The market could be in for significant news this Friday, as justices of the Supreme Court are set to return from a four-week break for opinion day at 10 a.m. Eastern Time. That could see the nation’s highest court announce its decision on the legality of the Trump administration’s tariffs, although the court doesn’t provide notice of what decisions it will announce in advance. On prediction platform Polymarket, the odds of SCOTUS ruling in favor of Trump’s tariffs sit at a slim 23% and have fallen by 8% during the past week.

The ouster of Venezuelan President Nicolás Maduro and a renewed interest from President Trump in annexing Greenland have raised geopolitical tensions this week, supporting safe-haven precious metals like gold (XAUUSD) and silver (XAGUSD). On Tuesday, a group of European leaders issued a joint statement firmly opposing Trump’s stance.

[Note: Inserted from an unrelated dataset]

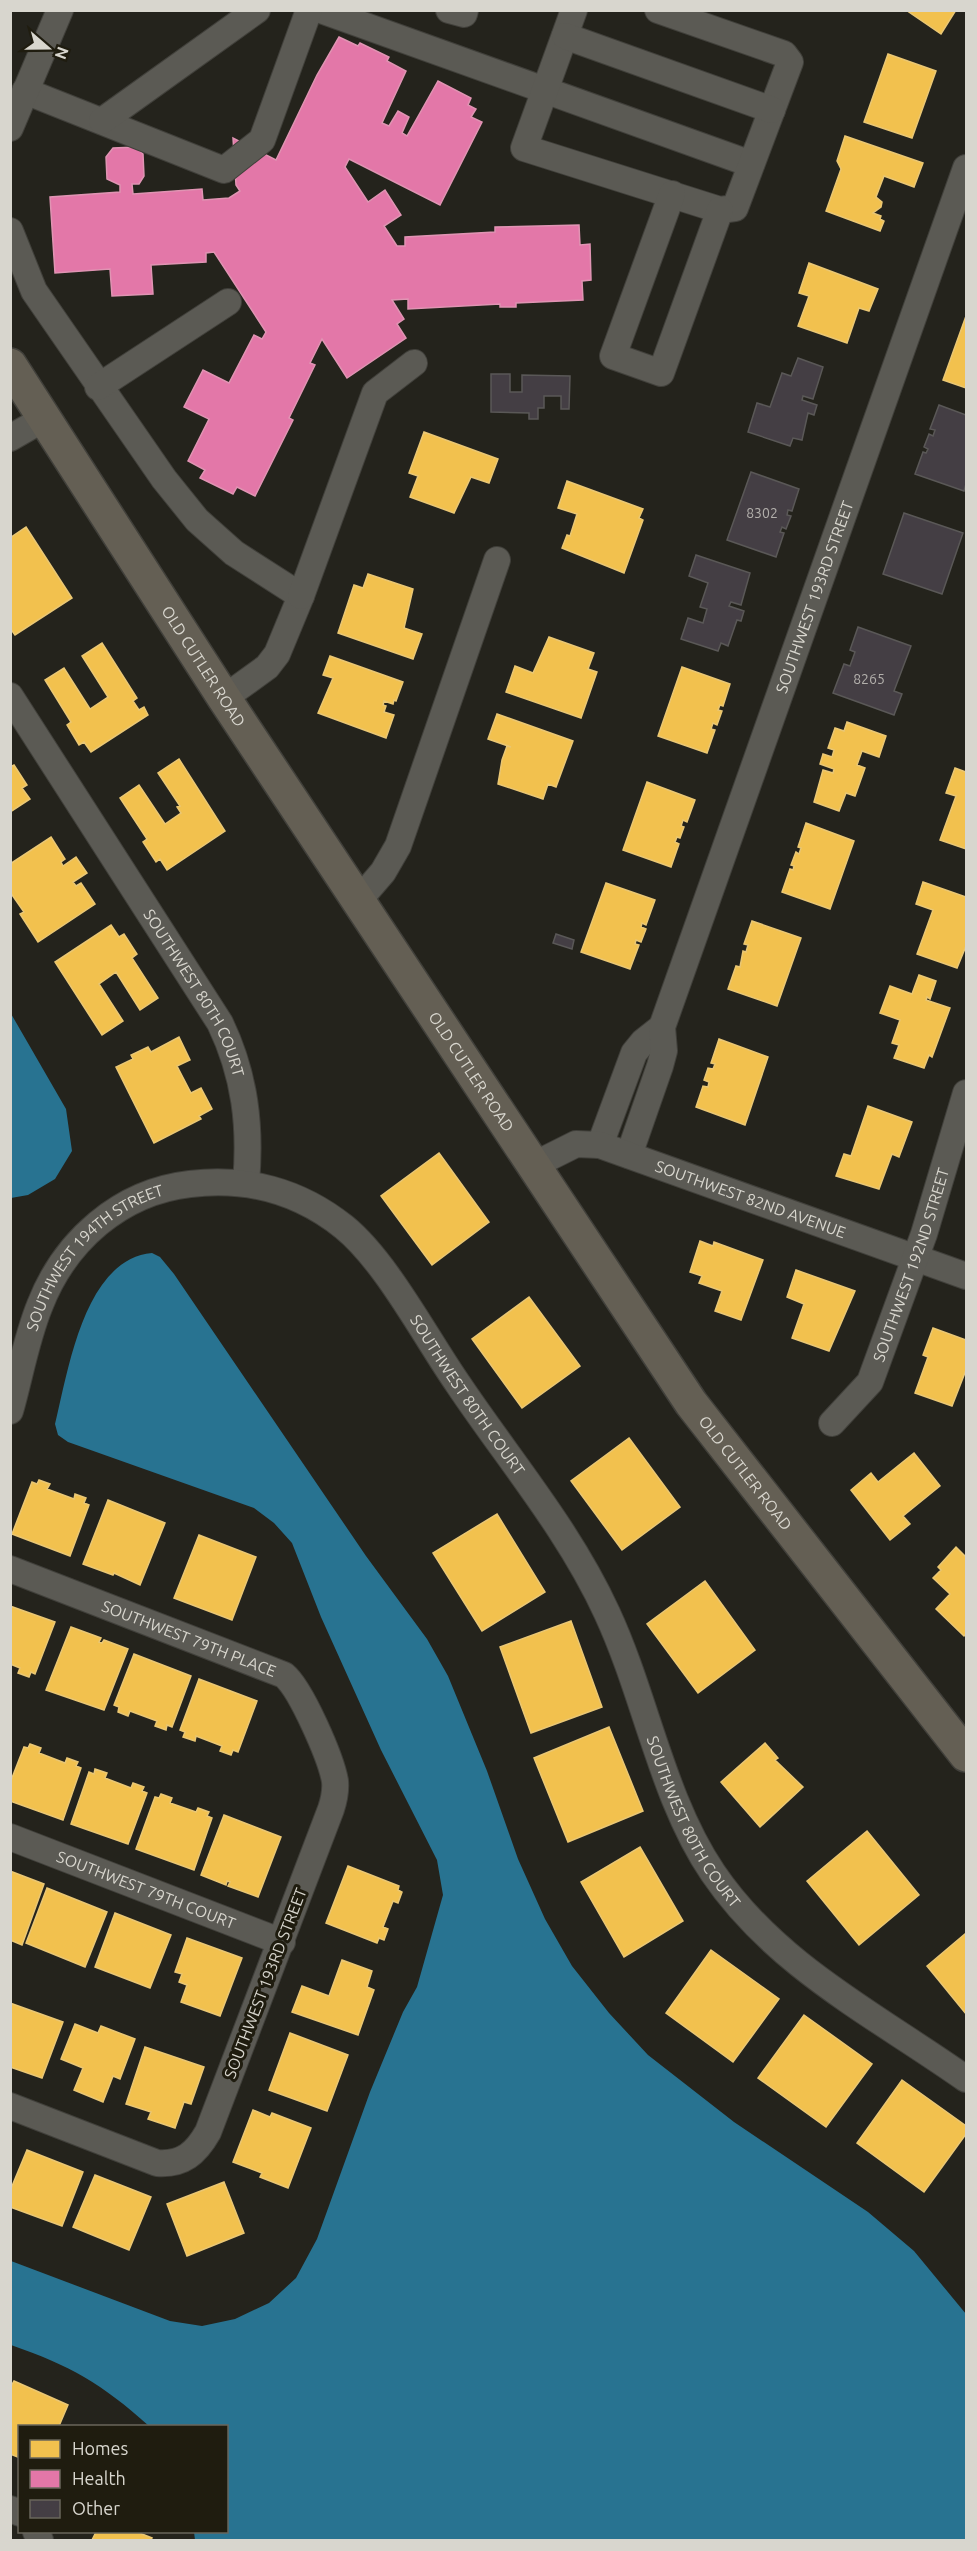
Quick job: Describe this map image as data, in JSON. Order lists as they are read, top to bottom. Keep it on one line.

“The Kingdom of Denmark – including Greenland – is part of NATO,” read the statement. “Security in the Arctic must therefore be achieved collectively, in conjunction with NATO allies including the United States, by upholding the principles of the UN Charter, including sovereignty, territorial integrity and the inviolability of borders.”

Looking ahead, the Fed has scheduled its first 2026 Federal Open Market Committee (FOMC) meeting for January 28, where it is expected to hold rates steady. Fed Governor Stephen Miran, who has dissented at the last few FOMC meetings in favor of a 50 bps rate cut, voiced his support for rates to come down by over 1% by year-end.

“I think policy is clearly restrictive and holding the economy back,” Miran told Fox Business. “I think that well over 100 basis points of cuts are going to be justified this year.” Miran added that a low hiring rate and a cooling labor market are reasons to support lower rates.

The S&P 500 (SPX) closed with a 0.62% gain, while the Nasdaq 100 (NDX) returned 0.89%.